As long as they can preserve the substance of their context, most private individuals will do little to counteract forced sociopolitical changes. They will adjust, adapt and go on with their lives. And they will rarely join in an underground or other resistance group. The rationale is not that they support tyranny, as that they disassociate, qua individuals, from any group. They are private individuals, flexibly playing the system, howsoever that may be composed; yet not particularly identifying with it. As long as they retain their independence, by not becoming involved in the group actions, then there is a strong feeling of retaining their integrity.

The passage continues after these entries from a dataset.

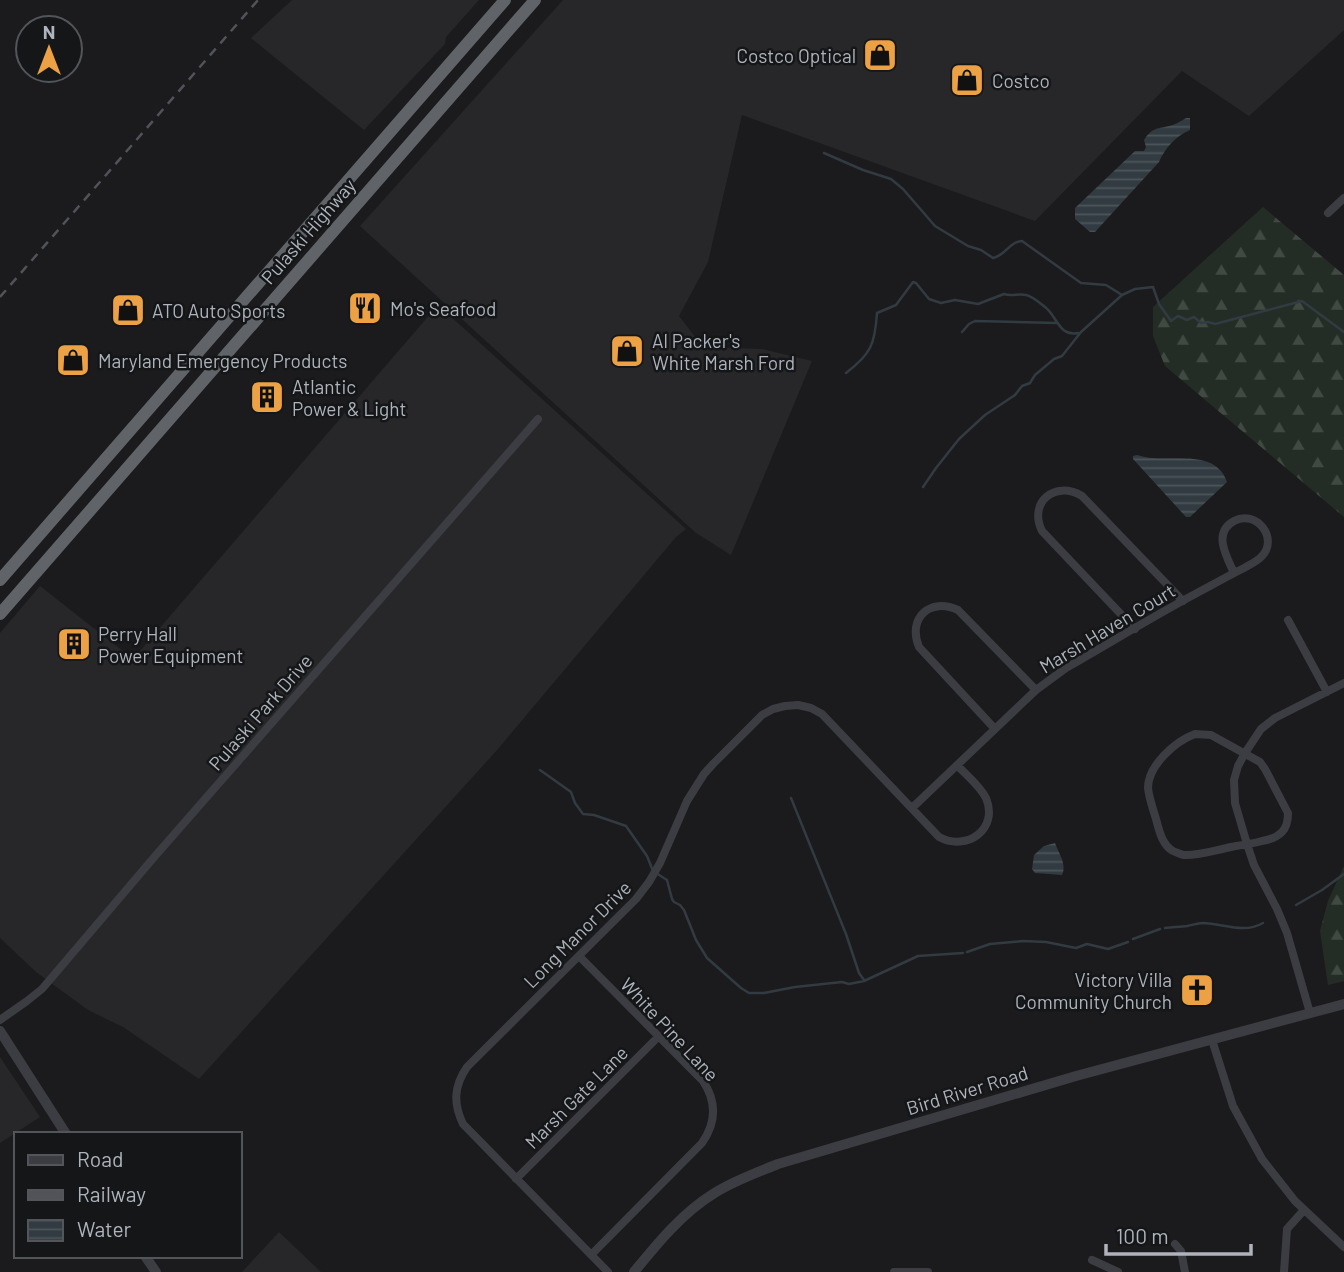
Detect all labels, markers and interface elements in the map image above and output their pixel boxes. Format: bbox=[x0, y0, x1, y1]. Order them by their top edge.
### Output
north arrow bbox=[14, 14, 84, 84]
text: N bbox=[43, 20, 55, 43]
shop icon: Costco Optical bbox=[861, 36, 899, 74]
place label: Costco Optical bbox=[736, 44, 856, 67]
shop icon: Costco bbox=[948, 61, 986, 99]
place label: Costco bbox=[992, 69, 1050, 92]
street label: Pulaski Highway bbox=[256, 173, 360, 288]
restaurant icon: Mo's Seafood bbox=[346, 289, 384, 327]
shop icon: ATO Auto Sports bbox=[109, 291, 147, 329]
place label: Mo's Seafood bbox=[390, 297, 496, 320]
place label: ATO Auto Sports bbox=[152, 299, 285, 322]
place label: Al Packer's White Marsh Ford bbox=[652, 329, 795, 374]
shop icon: Al Packer's White Marsh Ford bbox=[608, 332, 646, 370]
shop icon: Maryland Emergency Products bbox=[54, 341, 92, 379]
place label: Maryland Emergency Products bbox=[98, 349, 347, 372]
place label: Atlantic Power & Light bbox=[292, 375, 406, 420]
building icon: Atlantic Power & Light bbox=[248, 378, 286, 416]
street label: Marsh Haven Court bbox=[1035, 578, 1179, 678]
place label: Perry Hall Power Equipment bbox=[98, 622, 243, 667]
building icon: Perry Hall Power Equipment bbox=[55, 625, 93, 663]
street label: Pulaski Park Drive bbox=[203, 649, 317, 775]
street label: Long Manor Drive bbox=[519, 876, 635, 992]
place label: Victory Villa Community Church bbox=[1015, 968, 1172, 1013]
church icon: Victory Villa Community Church bbox=[1178, 971, 1216, 1009]
street label: White Pine Lane bbox=[616, 972, 724, 1086]
street label: Marsh Gate Lane bbox=[520, 1041, 632, 1153]
street label: Bird River Road bbox=[903, 1061, 1031, 1119]
legend bbox=[14, 1132, 242, 1258]
text: Road bbox=[77, 1146, 123, 1171]
text: Railway bbox=[77, 1181, 146, 1206]
scale bar bbox=[1106, 1212, 1251, 1256]
text: Water bbox=[77, 1216, 132, 1241]
text: 100 m bbox=[1116, 1223, 1169, 1248]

Often, they will participate in specific actions or give their support to specific factions, but they will do everything they can, qua private individuals, to retain their independence from group activity. When they do act, they will be calculating many factors, and many of these will be muddled with socioreligious indoctrination that will confuse their motives, goals and ethics. But at root, their primal human instinct is to avoid using the group (and therefore identifying with a group) to implement a utopian group vision OVER themselves and others. They resist this involvement, even to the point of avoiding resistance to tyranny by involving themselves actively in a resistance against the tyranny (which would, perforce, identify them with the rebels). They don't want to be in EITHER camp, pushing this way or that. They want to remain private individuals. If the group charades become too unbearable, they fight, become victims, or emigrate.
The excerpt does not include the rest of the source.